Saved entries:
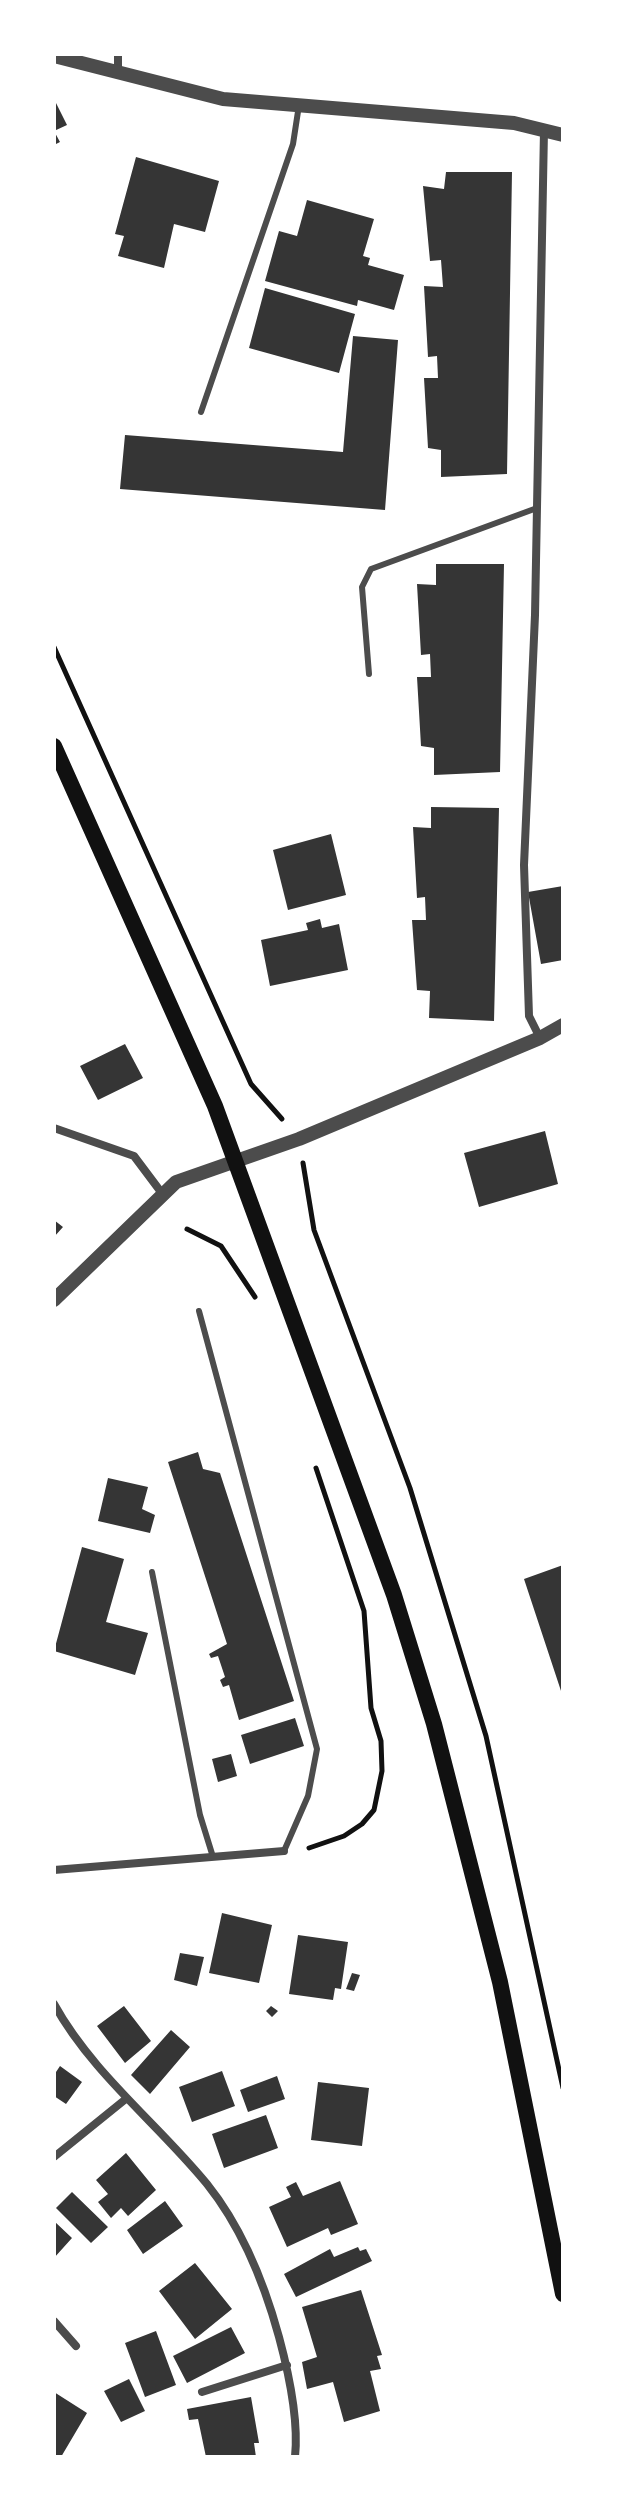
<!DOCTYPE html>
<style>
body{margin:0}
#map{position:relative;width:617px;height:2511px;overflow:hidden;background:#fff;font-family:Commissioner,sans-serif}
canvas{display:block}
.frame{position:absolute;inset:0;border:56px solid #fff;pointer-events:none}
</style>
<div id="map">
<canvas width="617" height="2511"></canvas>
<div class="frame"></div>
</div>
<script>
const ctx = document.querySelector('canvas').getContext('2d');
ctx.lineJoin = 'round';
function fillPath(path, color) {
  ctx.fillStyle = color;
  ctx.fill(path, 'evenodd');
}
function trace(path, color, width, dash) {
  ctx.strokeStyle = color;
  ctx.lineWidth = width;
  ctx.lineCap = dash ? 'butt' : 'round';
  ctx.setLineDash(dash || []);
  ctx.stroke(path);
}
fillPath(new Path2D(`
 M54,99L67,125L54,131L60,142L54,145Z
 M136,157L219,181L205,232L174,224L164,268L118,256L124,236L115,234Z
 M446,172H512L507,474L441,477V450L428,448L424,378H438L437,356L428,357L424,286L443,287L441,260L430,261L423,186L444,189Z
 M307,200L374,219L363,256L370,258L368,265L404,275L394,310L358,300L357,306L265,281L279,231L297,236Z
 M265,288L355,314L339,373L249,348Z
 M353,336L398,340L385,510L120,489L125,435L343,452Z
 M436,564H504L500,772L434,775V748L421,746L417,677H431L430,654L421,655L417,584L436,585Z
 M431,807L499,808L494,1021L429,1018L430,991L417,990L412,920H426L425,897L417,898L413,827L431,828Z
 M331,834L346,895L288,910L273,850Z
 M563,886V960L541,964L528,892Z
 M320,919L322,928L339,924L348,970L270,986L261,940L308,930L306,923Z
 M125,1044L143,1078L98,1100L80,1066Z
 M545,1131L558,1184L479,1207L464,1153Z
 M54,1220L63,1227L54,1237Z
 M198,1452L203,1469L220,1473L294,1701L239,1720L229,1685L223,1687L220,1680L225,1677L218,1656L211,1658L209,1654L227,1644L168,1462Z
 M108,1478L148,1487L142,1509L155,1515L150,1533L98,1521Z
 M82,1547L124,1559L106,1622L148,1633L135,1675L54,1651Z
 M563,1565V1694H562L524,1579Z
 M295,1718L304,1746L250,1764L241,1735Z
 M231,1754L237,1776L218,1782L212,1759Z
 M222,1913L272,1925L259,1983L209,1973Z
 M298,1935L348,1942L341,1989L335,1988L333,2000L289,1994Z
 M180,1953L204,1957L197,1986L174,1980Z
 M352,1973L360,1975L354,1991L346,1989Z
 M124,2006L151,2041L125,2063L97,2026Z
 M271,2006L278,2011L272,2017L266,2011Z
 M171,2030L190,2047L150,2094L131,2075Z
 M60,2066L82,2082L66,2104L54,2096V2075Z
 M222,2071L235,2106L192,2122L179,2087Z
 M277,2076L285,2099L248,2112L240,2090Z
 M318,2082L369,2088L362,2146L311,2140Z
 M266,2115L278,2148L224,2168L212,2134Z
 M126,2153L156,2190L128,2216L121,2208L111,2218L98,2202L108,2194L96,2180Z
 M340,2181L358,2224L331,2235L328,2228L287,2247L269,2207L291,2197L286,2187L296,2182L303,2196Z
 M72,2192L108,2227L91,2243L56,2208Z
 M165,2201L183,2226L143,2254L127,2230Z
 M54,2221L72,2238L54,2258Z
 M358,2247L360,2251L366,2249L372,2261L296,2297L284,2274L330,2249L334,2257Z
 M195,2263L232,2309L195,2339L159,2291Z
 M361,2290L382,2355L377,2356L381,2369L370,2371L380,2411L344,2422L333,2382L307,2389L302,2362L317,2357L302,2307Z
 M231,2327L245,2353L187,2383L173,2356Z
 M156,2331L176,2385L145,2397L125,2343Z
 M129,2379L145,2411L121,2422L104,2391Z
 M54,2392L87,2413L61,2457H54Z
 M251,2397L259,2443H254L256,2457H206L198,2419L189,2420L187,2409Z`), '#353535');
trace(new Path2D(`
 M54,647L251,1084L282,1119
 M303,1163L314,1230L410,1488L486,1736L563,2088
 M187,1229L221,1246L255,1297
 M309,1848L344,1836L362,1824L374,1810L382,1771L381,1741L371,1708L364,1611L316,1468`), '#111', 5);
trace(new Path2D(`
 M201,412L293,144L299,105
 M369,674L362,587L371,569L537,508
 M199,1311L317,1749L308,1796L284,1851
 M152,1572L200,1815L213,1857`), '#4c4c4c', 6);
trace(new Path2D(`
 M118,72V54
 M540,1038L529,1016L524,865L535,615L544,130
 M54,1128L134,1156L161,1192
 M54,1870L284,1851
 M54,2004C92,2073 158,2124 207,2184C243,2229 264,2282 279,2337C289,2374 299,2419 295,2457
 M54,2157L127,2098
 M54,2321L76,2346
 M202,2392L287,2365`), '#4c4c4c', 8);
trace(new Path2D(`
 M54,56L223,99L514,123L563,135
 M54,1300L176,1182L299,1139L540,1038L563,1025`), '#4c4c4c', 14);
trace(new Path2D(`
 M54,746L215,1106L394,1595L434,1724L500,1982L563,2294`), '#111', 16);
</script>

ACTIVITY: What are the lines from the one with "M54,2392L87,2413L61,2457H54Z" through the end of the records above? Set them down exactly, both ends included, and nothing else.

ANSWER SECTION:
 M54,2392L87,2413L61,2457H54Z
 M251,2397L259,2443H254L256,2457H206L198,2419L189,2420L187,2409Z`), '#353535');
trace(new Path2D(`
 M54,647L251,1084L282,1119
 M303,1163L314,1230L410,1488L486,1736L563,2088
 M187,1229L221,1246L255,1297
 M309,1848L344,1836L362,1824L374,1810L382,1771L381,1741L371,1708L364,1611L316,1468`), '#111', 5);
trace(new Path2D(`
 M201,412L293,144L299,105
 M369,674L362,587L371,569L537,508
 M199,1311L317,1749L308,1796L284,1851
 M152,1572L200,1815L213,1857`), '#4c4c4c', 6);
trace(new Path2D(`
 M118,72V54
 M540,1038L529,1016L524,865L535,615L544,130
 M54,1128L134,1156L161,1192
 M54,1870L284,1851
 M54,2004C92,2073 158,2124 207,2184C243,2229 264,2282 279,2337C289,2374 299,2419 295,2457
 M54,2157L127,2098
 M54,2321L76,2346
 M202,2392L287,2365`), '#4c4c4c', 8);
trace(new Path2D(`
 M54,56L223,99L514,123L563,135
 M54,1300L176,1182L299,1139L540,1038L563,1025`), '#4c4c4c', 14);
trace(new Path2D(`
 M54,746L215,1106L394,1595L434,1724L500,1982L563,2294`), '#111', 16);
</script>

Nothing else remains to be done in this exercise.